Monday, November 23, 2015

Refugees from Class War


“For the vineyard of the Lord of hosts is the house of Israel, and the people of Judah are God’s pleasant planting; God expected justice, but saw bloodshed; righteousness, but heard a cry! Ah, you who join house to house, who add field to field, until there is room for no one but you, and you are left to live alone in the midst of the land!” (Isaiah 5:7-8).

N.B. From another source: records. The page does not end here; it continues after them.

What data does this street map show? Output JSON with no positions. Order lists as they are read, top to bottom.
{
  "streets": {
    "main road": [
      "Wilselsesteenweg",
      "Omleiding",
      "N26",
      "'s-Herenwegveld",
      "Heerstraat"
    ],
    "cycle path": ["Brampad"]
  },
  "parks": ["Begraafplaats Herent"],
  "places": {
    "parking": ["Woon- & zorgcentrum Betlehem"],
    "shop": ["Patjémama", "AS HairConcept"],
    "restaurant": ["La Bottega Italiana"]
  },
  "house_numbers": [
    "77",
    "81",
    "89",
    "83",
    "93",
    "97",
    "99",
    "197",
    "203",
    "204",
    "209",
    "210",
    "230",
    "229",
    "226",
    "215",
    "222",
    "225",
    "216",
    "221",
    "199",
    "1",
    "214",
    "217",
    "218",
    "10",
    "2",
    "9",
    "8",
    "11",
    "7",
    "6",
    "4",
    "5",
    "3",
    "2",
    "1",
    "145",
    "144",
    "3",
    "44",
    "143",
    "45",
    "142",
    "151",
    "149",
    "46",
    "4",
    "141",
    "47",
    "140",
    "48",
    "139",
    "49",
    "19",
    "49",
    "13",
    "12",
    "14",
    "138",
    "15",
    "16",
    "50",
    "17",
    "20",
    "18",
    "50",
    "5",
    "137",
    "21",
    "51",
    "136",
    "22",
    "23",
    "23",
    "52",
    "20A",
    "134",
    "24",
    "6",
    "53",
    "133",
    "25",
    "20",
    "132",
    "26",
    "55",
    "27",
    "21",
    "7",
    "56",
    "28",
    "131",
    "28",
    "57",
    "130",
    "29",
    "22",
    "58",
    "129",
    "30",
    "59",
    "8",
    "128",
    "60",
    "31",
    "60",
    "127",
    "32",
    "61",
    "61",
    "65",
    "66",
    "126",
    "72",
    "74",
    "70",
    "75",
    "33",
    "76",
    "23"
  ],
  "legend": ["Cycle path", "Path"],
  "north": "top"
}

This morning as I walked through the living room of Manna House, Bert stopped me and said, “We are refugees, refugees from class war.” The house was packed with people, as was the front yard. A steady wind intensified the morning cold. Guests from the streets wrapped their hands around their recently filled coffee cups, trying to get warmth back into frozen fingers. Last week a guest told me, “We’re refugees from Mississippi.” Another guest responded, “I’m a refugee from Arkansas.”
                Later in the morning, still thinking about refugees, I asked a guest where he was from. “Eritrea,” he said, “I couldn’t live there anymore.” According to Human Rights Watch, the Eritrea government's human rights record is one of the worst in the world. Over the years we have had refugees from Mexico and Vietnam, and perhaps other countries. Still most of the refugees at Manna House are “internal refugees” from right here in the U.S.A.
                Neither Bert nor the other guests I talked with begrudged admitting refugees from Syria. They just wanted to make clear they knew the suffering of refugees. They, too, had to move because life was no longer tenable where they were. Sometimes it was job loss. Sometimes violence or the threat of violence. They, too, faced suspicion and even hatred and harassment as they sought to find a new place to live. They, too, know what it is like to be unwanted. They, too, have experienced relying upon the hospitality of others in order to survive.
                In the past week, as the debate about lettering Syrian refugees enter the U.S. has raged, some who oppose letting them in have claimed the U.S. should first take care of the homeless, especially homeless veterans. I have my doubts that those making that claim have actually ever really cared about people on the streets or veterans. I think that way because it was mostly Republican leadership rejecting admitting the Syrian refugees, and their record on providing services to people experiencing homelessness, including homeless veterans, is not exactly laudable. They also lead the charge for cutting any “welfare” programs, including social security.
                Bert, I think, got it right. He and others who come to Manna House are refugees from class war. The prophet Isaiah, saw class war as waged by the wealthy upon the poor as a rejection of God. Wealth which God intended to be distributed justly ended up in the hands of a few. In this class war, Manna House is a refugee center. Shelters are refugee camps. Class war (and so often joined with race war) drives people out of homes and into the streets. And then once in the streets, the powers that be see “the homeless” as a threat. So laws are passed against “aggressive panhandling,” and “urban camping” or “climbing a park structure” (the charge for sleeping on a park bench).
                How to respond to refugees? Prophets like Isaiah knew the God of the Exodus. This God stood first with slaves, and then with refugees from slavery, and finally reminded them once they had their own land, “You shall neither wrong strangers, nor oppress them: for you were strangers in the land of Egypt” (Exodus 21:23). And then Jesus took it a step further. He urged his disciples to feed the hungry, give drink to the thirsty, clothing to the naked, welcome to the stranger, and visit those sick or imprisoned. Remember, he said, “Whatever you do unto the least of these you do unto me” (Matthew 25:40, 45).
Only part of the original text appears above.